In realtà, oggigiorno non c’è alcuna necessità di mangiare tonnellate di salmone o abbrustolirsi vivi sotto il sole cocente per garantirsi dei livelli ottimali di vitamina D: sono disponibili dei supplementi, sotto ricetta medica, in grado di compensare eventuali carenze.

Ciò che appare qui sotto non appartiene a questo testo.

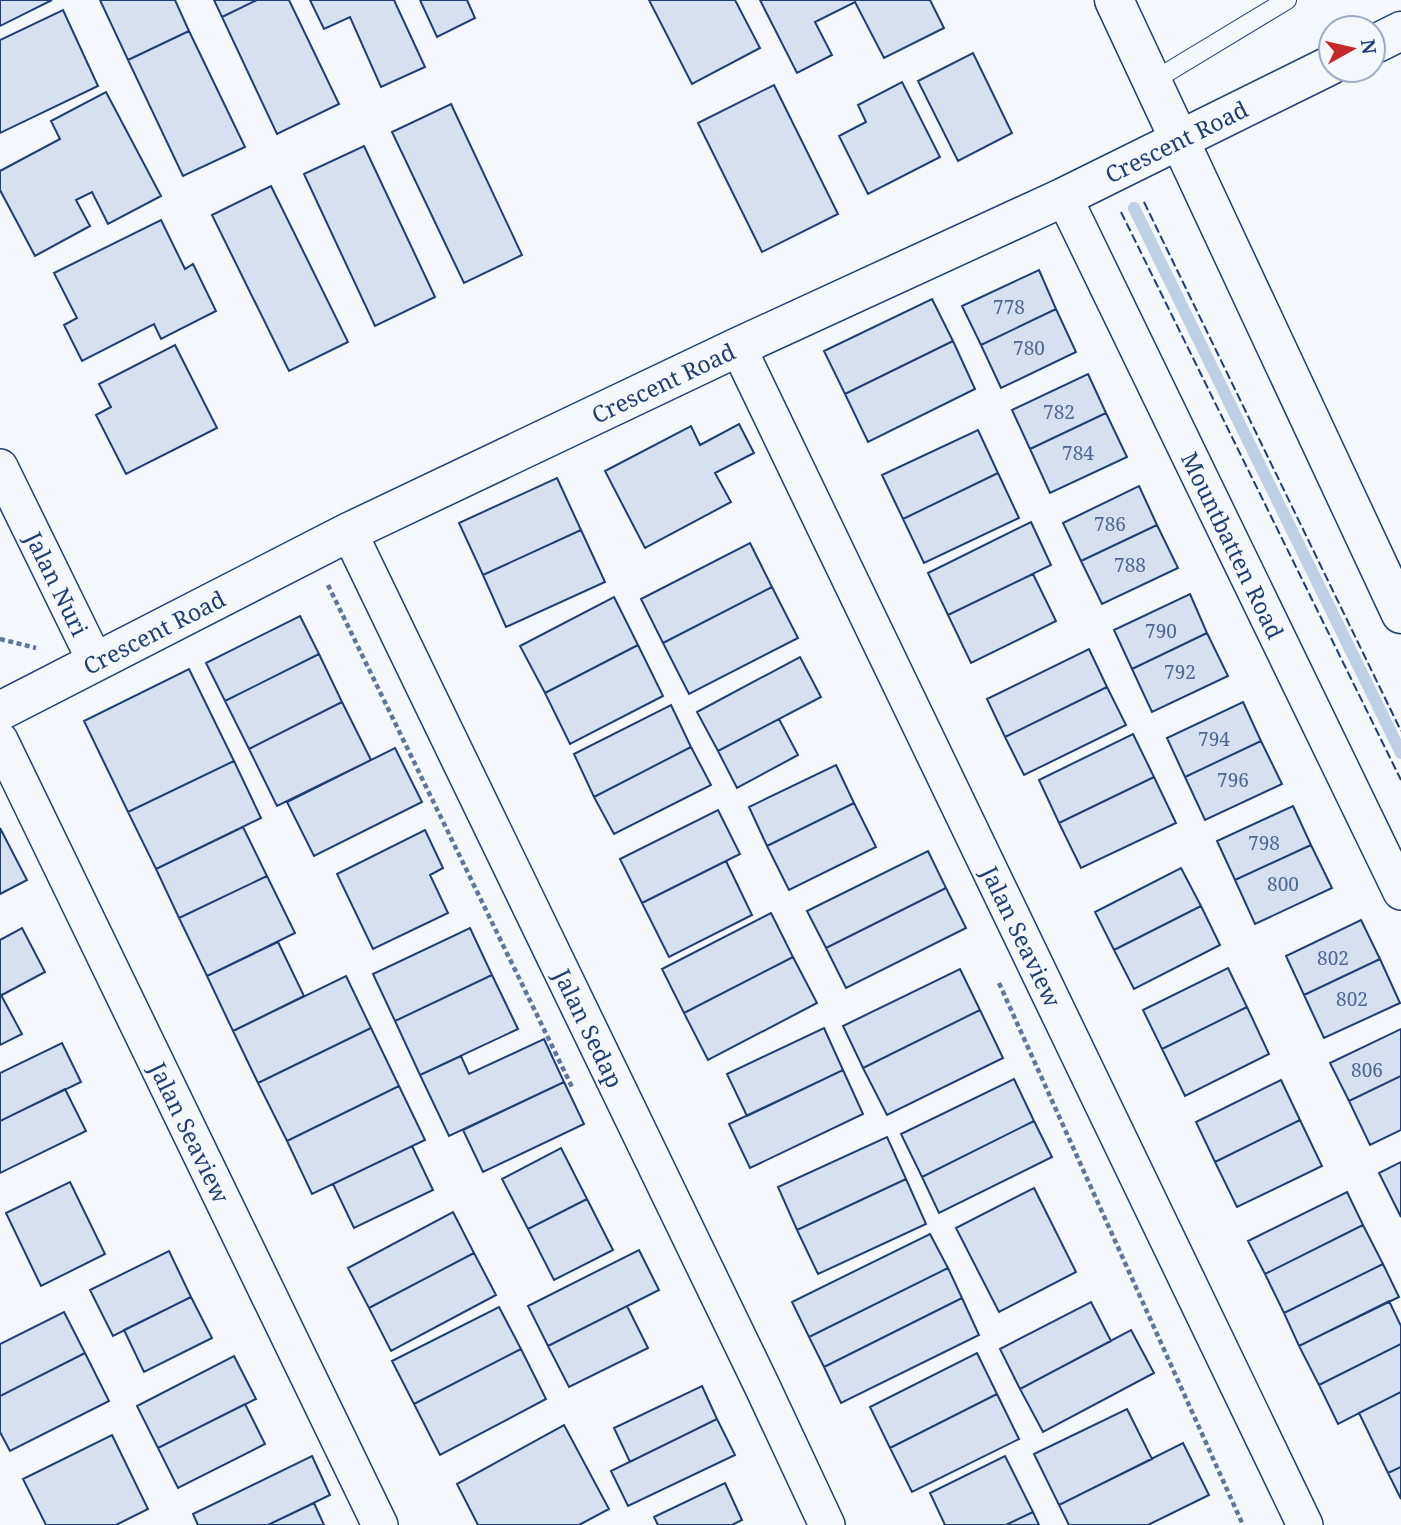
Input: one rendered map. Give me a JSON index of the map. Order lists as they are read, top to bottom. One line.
{"streets":{"street":["Crescent Road","Mountbatten Road","Jalan Nuri","Jalan Seaview","Jalan Sedap"]},"crossings":[["Crescent Road","Mountbatten Road"],["Crescent Road","Jalan Nuri"],["Crescent Road","Jalan Seaview"],["Crescent Road","Jalan Sedap"]],"house_numbers":["778","780","782","784","786","788","790","792","794","796","798","800","802","802","806"],"north":"right"}
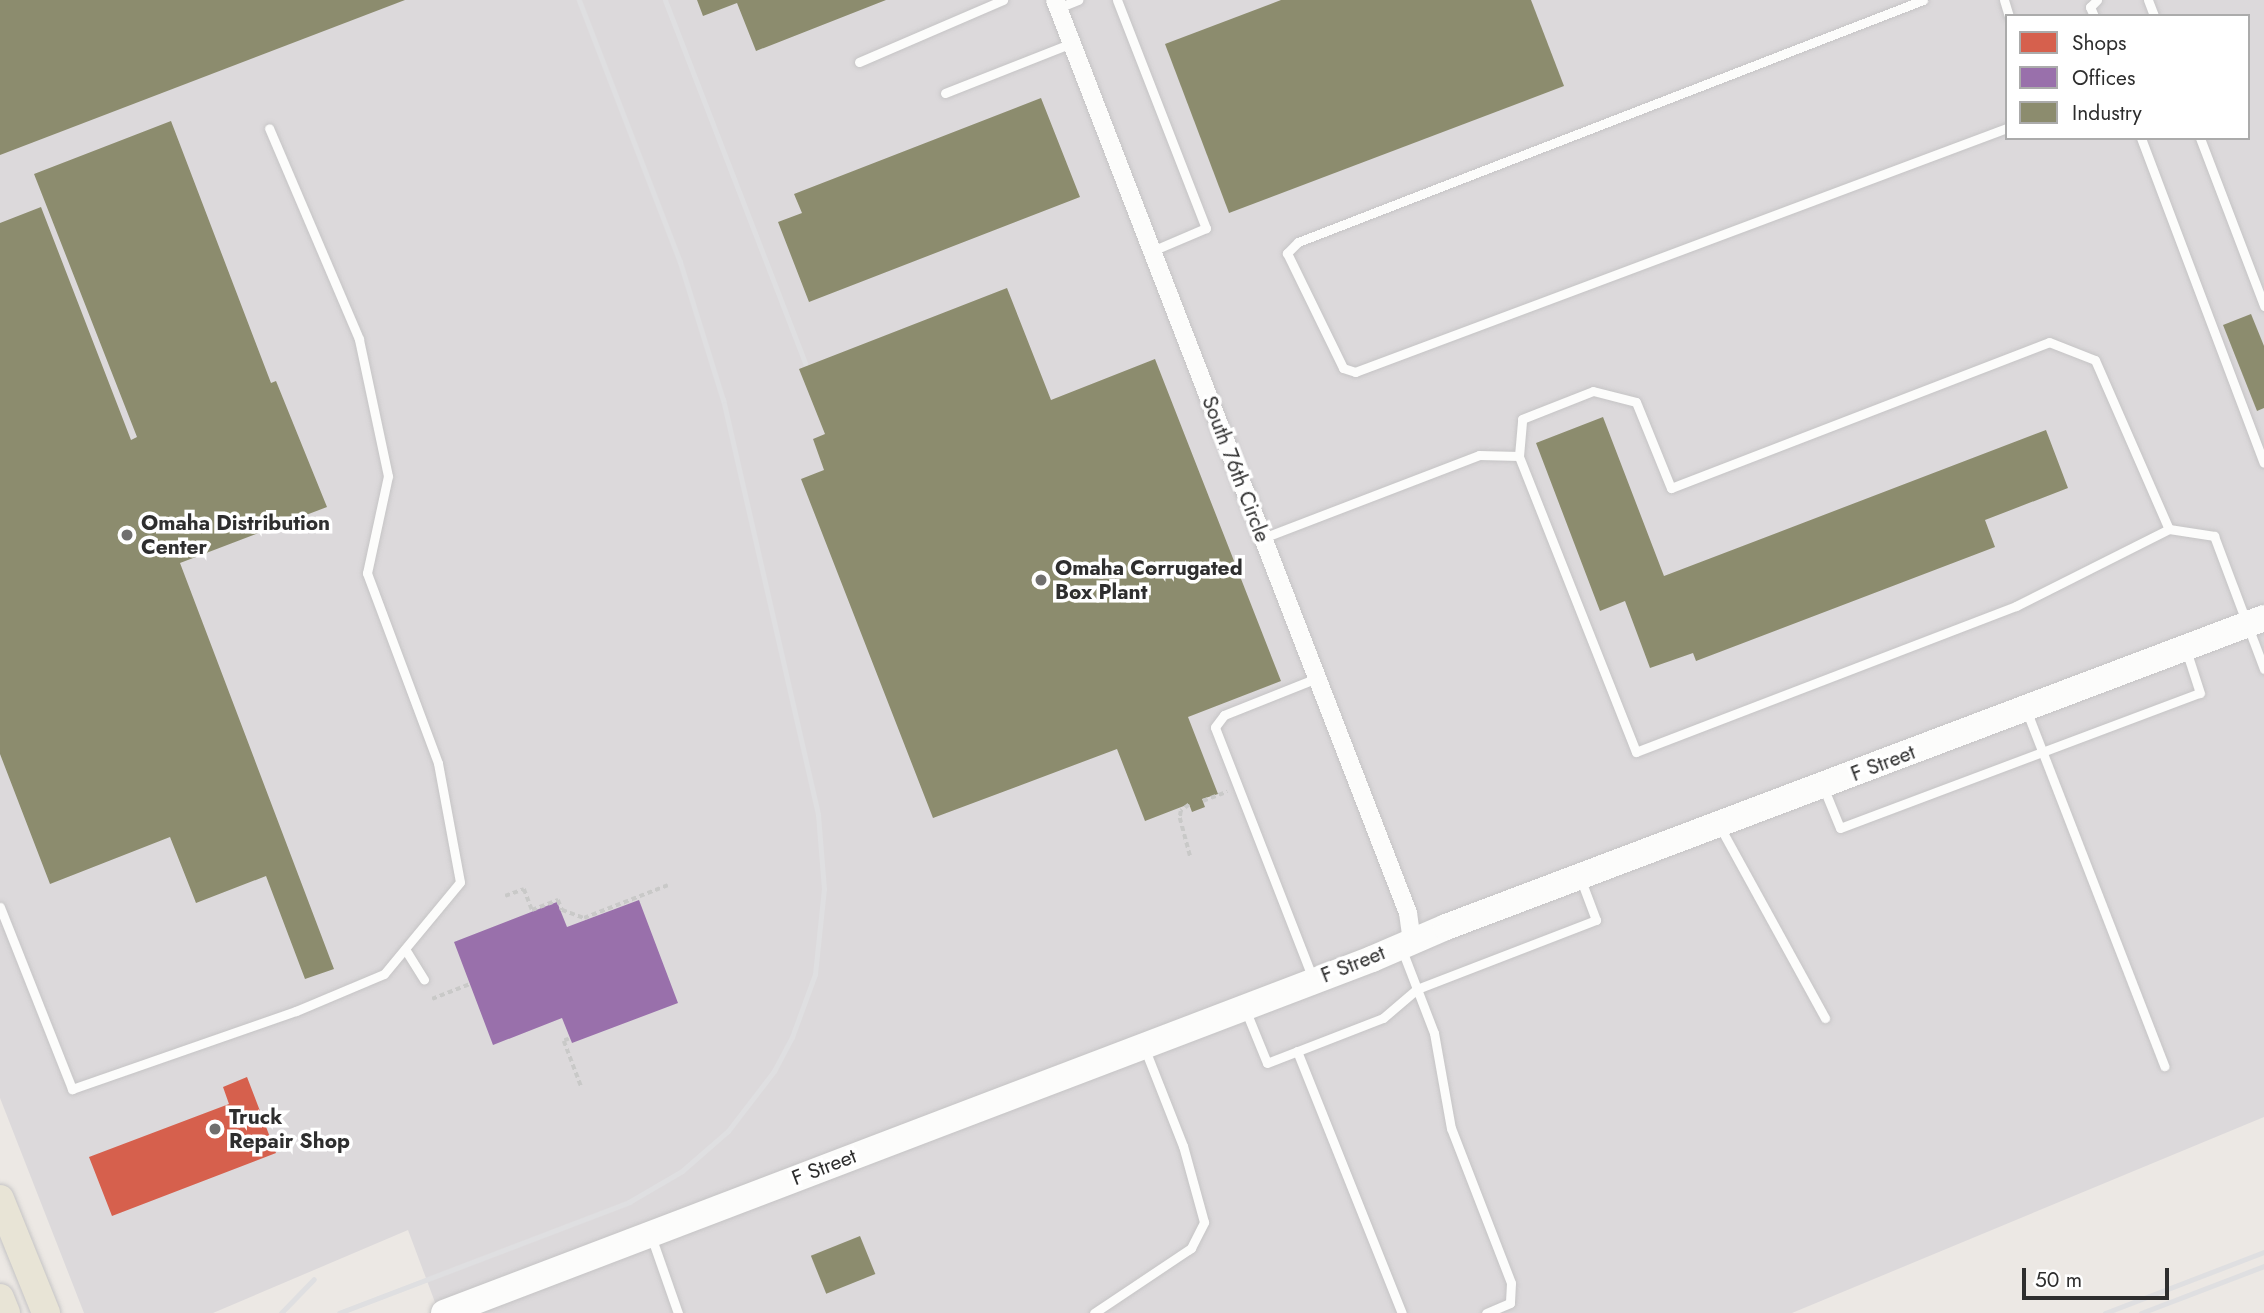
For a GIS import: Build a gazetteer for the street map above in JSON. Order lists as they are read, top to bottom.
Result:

Senza dilungarsi troppo in considerazioni farmacologiche, va sottolineato come in commercio si trovino varie forme:
- da una parte abbiamo i precursori ormonali che trovano appunto indicazione nella supplementazione in soggetti ipovitaminosici,
- dall’altra troviamo il vero e proprio ormone attivo (1,25 OH2 vitamina D), il quale rappresenta invece un farmaco molto delicato, non indicato per la correzione dell’ipovitaminosi bensì per supplire ad un deficit di attivazione (ad esempio nel caso di un’insufficienza renale cronica), e da assumere sotto stretto monitoraggio medico.
Attualmente, nei vari consensus internazionali, non c’è un vero accordo sul razionale di una misurazione a tappeto dei livelli di 25 OH VitD nel sangue.

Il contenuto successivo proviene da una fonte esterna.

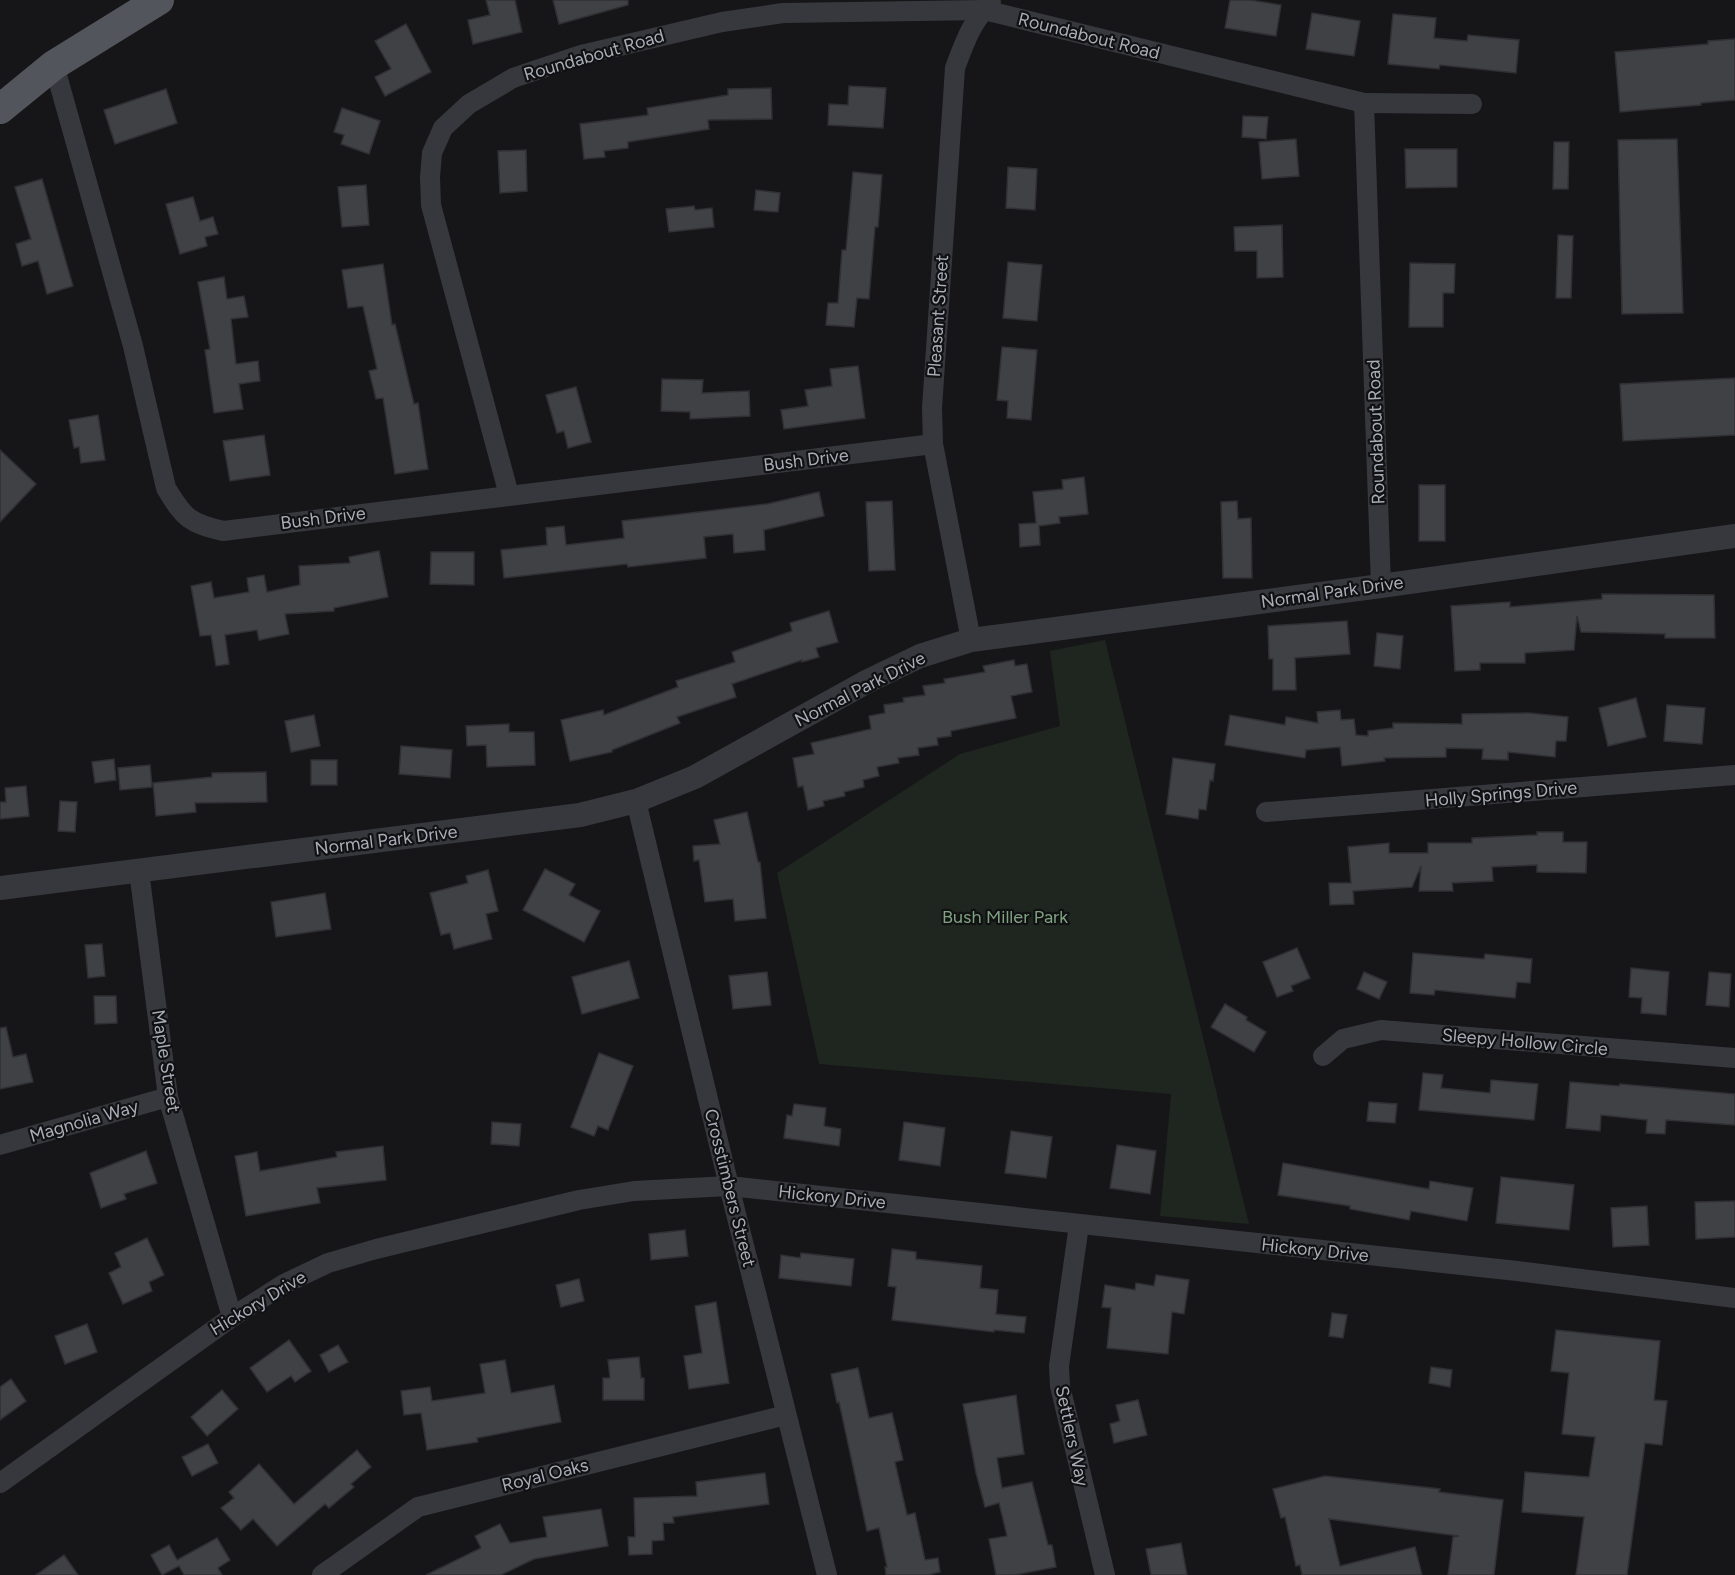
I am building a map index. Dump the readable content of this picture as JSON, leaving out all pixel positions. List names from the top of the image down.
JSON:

Tuttavia si tratta di un dosaggio banale (e del costo di pochi euro). Un ragionevole punto di partenza potrebbe essere, ad esempio, chiedere al tuo Medico di Medicina Generale di aggiungere anche il dosaggio della 25 OH Vitamina D al prossimo controllo degli ematochimici che ti capiterà di fare. Se dovessi risultare carente, saprà senz’altro indicarti la strategia migliore per ottimizzarne i livelli (un intervento davvero banale).
Dose giornaliera di vitamina D: fabbisogno giornaliero
La concentrazione sierica di vitamina D è dipendente sia dalla quantità prodotta dalla cute grazie ai raggi solare che da quella introdotta con la dieta; la sua emivita è di circa 15 giorni.
Il fabbisogno giornaliero di vitamina D nell’uomo è di circa 500 unità internazionali (UI); 1 UI corrisponde a 0.025 microgrammi (ug) di ergocalciferolo. In Italia l’alimentazione fornisce mediamente 300 UI/die. Quando l’esposizione al sole è carente o assente si consiglia (linee guida) d’integrare 1.200-2000 UI/die.
Gli stati carenziali si verificano in casi particolari e provocano l’insorgenza del rachitismo nei bambini e di osteomalacia negli adulti.
Vitamina D per la palestra e il bodybuilding
L’1,25 OH2 VitD stimola la produzione di proteine muscolari e non solo: è in grado attivare alcuni meccanismi essenziali per la contrazione muscolare. La carenza di vitamina D, soprattutto se protratta nel tempo, può portare a quadri di vera e propria disabilità. Il corrispettivo istologico è costituito da un’atrofia delle fibre muscolari di tipo II, con un aumento degli spazi tra le fibrille muscolari e la sostituzione del tessuto muscolare con cellule adipose e tessuto fibroso. Questi effetti sono tuttavia reversibili se la carenza viene corretta tramite un’adeguata supplementazione.
Il collegamento tra vitamina D e performance è noto da molti decenni. La variabilità stagionale delle performance atletiche fu riportata sin dal 1950, con un picco di performance riportato durante l’estate inoltrata, ed un nadir delle stesse durante l’inverno. A quanto pare sarebbe inoltre dimostrabile una correlazione diretta tra le variazioni stagionali di performance atletica e le fluttuazioni stagionali della nostra vitamina.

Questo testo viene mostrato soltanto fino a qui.